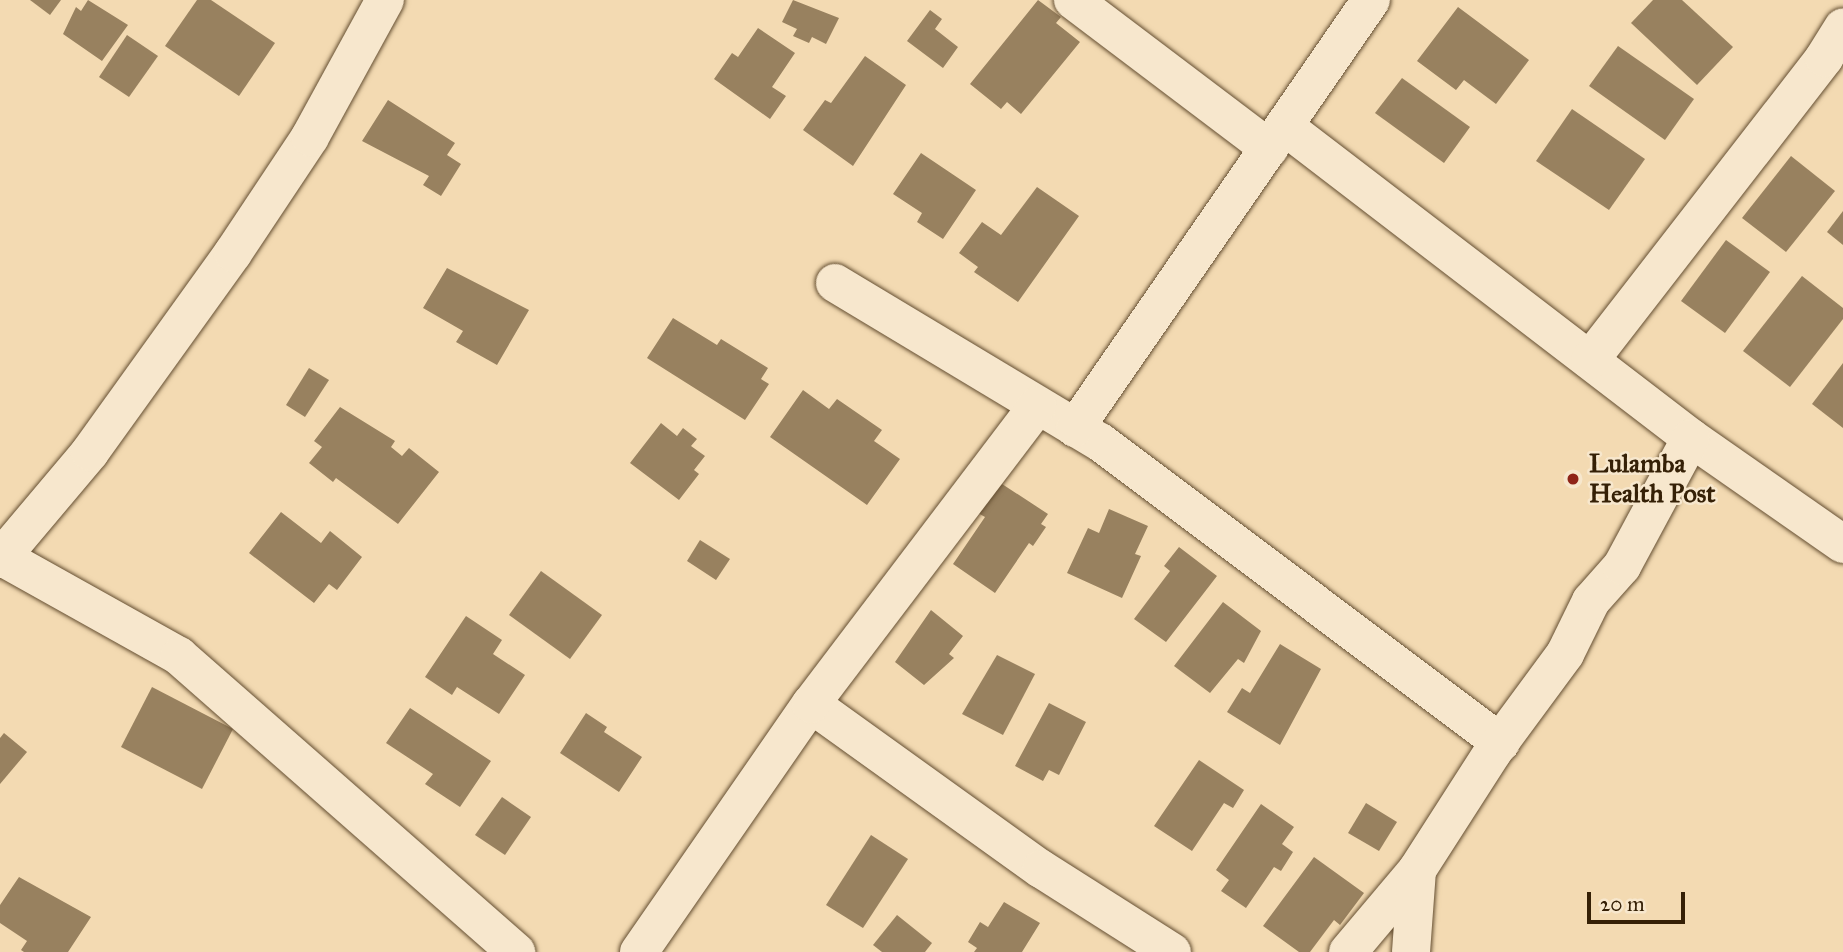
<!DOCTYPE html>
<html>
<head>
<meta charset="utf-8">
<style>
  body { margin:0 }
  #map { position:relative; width:1843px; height:952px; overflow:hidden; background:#f3dab2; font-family:"IM FELL Great Primer",serif }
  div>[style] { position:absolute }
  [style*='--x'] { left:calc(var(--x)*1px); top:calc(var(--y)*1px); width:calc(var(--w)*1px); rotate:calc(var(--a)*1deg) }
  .building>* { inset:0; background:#98815f }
  .roads { filter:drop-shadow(0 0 2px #644e31) drop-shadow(0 0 2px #644e31) }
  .minor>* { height:38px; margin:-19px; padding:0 19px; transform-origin:19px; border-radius:19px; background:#f7e7cd }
  .dots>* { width:19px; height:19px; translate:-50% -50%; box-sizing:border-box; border:4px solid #f7e7cd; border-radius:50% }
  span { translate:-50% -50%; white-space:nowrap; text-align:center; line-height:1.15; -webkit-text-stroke:5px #f7e7cd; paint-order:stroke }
  .poi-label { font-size:26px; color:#352006; font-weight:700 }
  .left { translate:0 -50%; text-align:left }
  .scale { position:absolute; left:1587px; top:892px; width:98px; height:32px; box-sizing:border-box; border:4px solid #352006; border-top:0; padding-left:9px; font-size:21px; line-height:24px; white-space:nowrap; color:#352006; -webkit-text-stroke:5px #f7e7cd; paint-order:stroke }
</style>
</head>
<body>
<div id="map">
  <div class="building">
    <i style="clip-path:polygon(30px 0,61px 0,50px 15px)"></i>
    <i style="clip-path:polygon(88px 0,128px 25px,102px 61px,63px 34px,76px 7px,81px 11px)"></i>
    <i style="clip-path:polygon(197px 0,211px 0,275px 43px,239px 96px,165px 46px)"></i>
    <i style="clip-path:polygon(793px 0,839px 18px,826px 44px,812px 37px,809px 43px,793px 36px,797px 29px,782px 22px)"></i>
    <i style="clip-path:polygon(1038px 0,1061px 17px,1056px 23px,1080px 42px,1021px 114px,1007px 102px,1001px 109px,970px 84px)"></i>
    <i style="clip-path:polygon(1653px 0,1682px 0,1733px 47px,1697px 85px,1631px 23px)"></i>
    <i style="clip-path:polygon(1458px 7px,1529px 60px,1496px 104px,1464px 80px,1456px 90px,1417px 61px)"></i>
    <i style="clip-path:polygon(930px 10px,942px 19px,935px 29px,958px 47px,943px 68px,907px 41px)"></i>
    <i style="clip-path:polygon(758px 28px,795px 53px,772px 87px,786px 96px,770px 119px,714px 79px,732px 53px,738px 57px)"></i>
    <i style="clip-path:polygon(127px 35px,158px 56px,129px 97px,99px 77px)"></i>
    <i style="clip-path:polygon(1618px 46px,1694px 99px,1665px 140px,1589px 86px)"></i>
    <i style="clip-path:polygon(865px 56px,906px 85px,853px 166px,803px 130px,825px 100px,831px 103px)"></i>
    <i style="clip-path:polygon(1402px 78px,1470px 127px,1444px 163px,1375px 113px)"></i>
    <i style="clip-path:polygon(388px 100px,455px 143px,447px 155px,461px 164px,441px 196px,423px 185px,429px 176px,362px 141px)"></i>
    <i style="clip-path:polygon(1572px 109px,1645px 159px,1609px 210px,1536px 161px)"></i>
    <i style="clip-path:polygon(921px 153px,976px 190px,943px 239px,917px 222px,922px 213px,893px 194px)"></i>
    <i style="clip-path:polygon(1791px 156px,1835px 191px,1786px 252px,1742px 218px)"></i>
    <i style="clip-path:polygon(1037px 187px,1079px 216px,1018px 302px,974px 272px,978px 267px,959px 253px,982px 222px,1001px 235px)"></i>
    <i style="clip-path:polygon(1843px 211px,1843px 245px,1827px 232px)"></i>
    <i style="clip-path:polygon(1726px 240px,1770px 272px,1725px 333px,1681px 301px)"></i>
    <i style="clip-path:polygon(447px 268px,529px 310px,497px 365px,456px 342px,463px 331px,423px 308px)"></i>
    <i style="clip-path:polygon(1802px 276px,1843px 308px,1843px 319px,1790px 387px,1743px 351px)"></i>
    <i style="clip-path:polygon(673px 318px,717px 345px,721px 339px,768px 368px,761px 379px,769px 384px,745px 420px,647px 358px)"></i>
    <i style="clip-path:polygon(1843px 363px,1843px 428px,1812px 404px)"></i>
    <i style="clip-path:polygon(309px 368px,329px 380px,305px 417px,286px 405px)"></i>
    <i style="clip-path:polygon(803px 390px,829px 409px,837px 399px,882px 430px,874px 441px,900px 459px,867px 505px,770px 437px)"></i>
    <i style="clip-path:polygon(340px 407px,395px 441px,391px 447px,402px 456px,409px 448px,439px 472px,398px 524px,336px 478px,333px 482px,309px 463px,322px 447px,314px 441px)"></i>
    <i style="clip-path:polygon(661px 423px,677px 436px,683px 428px,697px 439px,691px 446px,705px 456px,694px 470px,699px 474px,679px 500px,630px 463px)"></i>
    <i style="clip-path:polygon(999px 482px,1048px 514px,1041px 524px,1046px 527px,1033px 546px,1029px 543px,995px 593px,953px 564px,985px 517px,978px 513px)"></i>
    <i style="clip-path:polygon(1109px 509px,1148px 526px,1135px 554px,1141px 556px,1122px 598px,1067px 573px,1088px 528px,1099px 533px)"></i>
    <i style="clip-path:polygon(281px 512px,321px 543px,330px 531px,362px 557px,337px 590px,329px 584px,314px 603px,249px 553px)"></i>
    <i style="clip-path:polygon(700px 540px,730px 559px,716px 580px,687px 561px)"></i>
    <i style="clip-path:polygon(1179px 547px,1217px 576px,1166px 642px,1134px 619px,1170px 571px,1164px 566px)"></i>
    <i style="clip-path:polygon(541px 571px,602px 615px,570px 659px,509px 615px)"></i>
    <i style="clip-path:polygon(1223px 602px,1261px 631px,1244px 663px,1238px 659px,1210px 693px,1174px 666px)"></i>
    <i style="clip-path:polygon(931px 610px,963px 636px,949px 654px,954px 658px,924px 685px,895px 662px)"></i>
    <i style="clip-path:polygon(466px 616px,502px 640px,493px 654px,525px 675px,499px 714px,457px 687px,452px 695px,425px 677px)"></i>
    <i style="clip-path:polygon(1280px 644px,1321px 669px,1280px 745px,1227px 712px,1242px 688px,1250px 693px)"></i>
    <i style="clip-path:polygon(997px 655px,1035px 674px,1003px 735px,962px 714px)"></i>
    <i style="clip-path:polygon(152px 687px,233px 729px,202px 789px,121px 747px)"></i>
    <i style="clip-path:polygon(1049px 703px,1086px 722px,1059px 775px,1049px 770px,1043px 781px,1015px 766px)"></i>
    <i style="clip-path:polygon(410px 708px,491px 761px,460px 807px,425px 784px,433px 774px,386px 743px)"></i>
    <i style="clip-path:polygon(586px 713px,607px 727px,604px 732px,642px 757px,619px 792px,560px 753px)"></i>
    <i style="clip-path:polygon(4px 733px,27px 752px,0 784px,0 738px)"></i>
    <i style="clip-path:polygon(1199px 760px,1244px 790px,1233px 808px,1224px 803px,1192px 851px,1154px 826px)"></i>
    <i style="clip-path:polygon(502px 797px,531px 817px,505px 855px,475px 835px)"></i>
    <i style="clip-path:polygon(1366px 803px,1397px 822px,1379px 851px,1348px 833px)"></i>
    <i style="clip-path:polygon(1261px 804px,1294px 827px,1282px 844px,1293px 852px,1281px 871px,1274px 867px,1246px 908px,1221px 891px,1229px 880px,1216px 870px)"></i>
    <i style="clip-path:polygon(871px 835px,908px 859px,863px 928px,826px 905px)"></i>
    <i style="clip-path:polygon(1314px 857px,1364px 893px,1340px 925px,1334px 920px,1310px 952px,1299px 952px,1263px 926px)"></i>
    <i style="clip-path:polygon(19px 877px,91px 917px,68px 952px,24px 952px,21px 950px,27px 941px,0 923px,0 905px)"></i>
    <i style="clip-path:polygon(1004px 902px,1040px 923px,1022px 952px,974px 952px,977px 948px,968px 942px,980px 922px,988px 927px)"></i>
    <i style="clip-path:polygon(897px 915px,932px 943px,925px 952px,882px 952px,873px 945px)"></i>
  </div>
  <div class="roads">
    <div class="minor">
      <i style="--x:1073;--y:0;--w:246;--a:37.1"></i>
      <i style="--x:1284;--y:126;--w:513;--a:37.47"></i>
      <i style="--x:1691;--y:438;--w:185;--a:34.9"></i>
      <i style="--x:835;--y:283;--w:309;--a:31"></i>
      <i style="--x:1100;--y:442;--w:501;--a:36.89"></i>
      <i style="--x:1590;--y:360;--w:382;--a:-52.2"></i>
      <i style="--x:1824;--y:58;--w:36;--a:-58"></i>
      <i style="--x:1075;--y:428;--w:520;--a:-55.33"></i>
      <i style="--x:2;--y:557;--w:203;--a:29.2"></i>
      <i style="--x:179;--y:656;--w:449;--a:41.3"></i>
      <i style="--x:0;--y:559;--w:140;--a:-49.9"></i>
      <i style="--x:90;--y:452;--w:245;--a:-54.3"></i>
      <i style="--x:233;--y:253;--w:139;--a:-56.4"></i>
      <i style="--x:310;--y:137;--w:156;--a:-61.3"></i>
      <i style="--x:811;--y:704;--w:283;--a:35.7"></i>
      <i style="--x:1041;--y:869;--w:155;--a:32.4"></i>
      <i style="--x:639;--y:952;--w:302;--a:-55.3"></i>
      <i style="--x:811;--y:704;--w:374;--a:-52.8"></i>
      <i style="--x:1348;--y:952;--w:107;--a:-49.9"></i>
      <i style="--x:1417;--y:870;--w:139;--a:-57.3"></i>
      <i style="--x:1492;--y:753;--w:123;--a:-53.6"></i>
      <i style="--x:1565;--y:654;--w:59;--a:-63.9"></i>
      <i style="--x:1591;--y:601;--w:47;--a:-48.5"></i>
      <i style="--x:1622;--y:566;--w:145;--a:-61.7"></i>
      <i style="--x:1411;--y:952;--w:82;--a:-85.8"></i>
    </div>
  </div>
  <div class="dots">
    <i style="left:1573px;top:479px;background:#8f2418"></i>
  </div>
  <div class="poi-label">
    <span class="left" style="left:1589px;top:479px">Lulamba<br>Health Post</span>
  </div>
  <div class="scale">20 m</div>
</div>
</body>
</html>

────────────────────

» TASK DIRECTIONS
Whatever lies between the first line of the data and the line holding "font-size:26px; color:#352006; font-weight:700", inclusive, should be repeated exactly, apart from the pictures.

» EXERCISE OUTPUT
<!DOCTYPE html>
<html>
<head>
<meta charset="utf-8">
<style>
  body { margin:0 }
  #map { position:relative; width:1843px; height:952px; overflow:hidden; background:#f3dab2; font-family:"IM FELL Great Primer",serif }
  div>[style] { position:absolute }
  [style*='--x'] { left:calc(var(--x)*1px); top:calc(var(--y)*1px); width:calc(var(--w)*1px); rotate:calc(var(--a)*1deg) }
  .building>* { inset:0; background:#98815f }
  .roads { filter:drop-shadow(0 0 2px #644e31) drop-shadow(0 0 2px #644e31) }
  .minor>* { height:38px; margin:-19px; padding:0 19px; transform-origin:19px; border-radius:19px; background:#f7e7cd }
  .dots>* { width:19px; height:19px; translate:-50% -50%; box-sizing:border-box; border:4px solid #f7e7cd; border-radius:50% }
  span { translate:-50% -50%; white-space:nowrap; text-align:center; line-height:1.15; -webkit-text-stroke:5px #f7e7cd; paint-order:stroke }
  .poi-label { font-size:26px; color:#352006; font-weight:700 }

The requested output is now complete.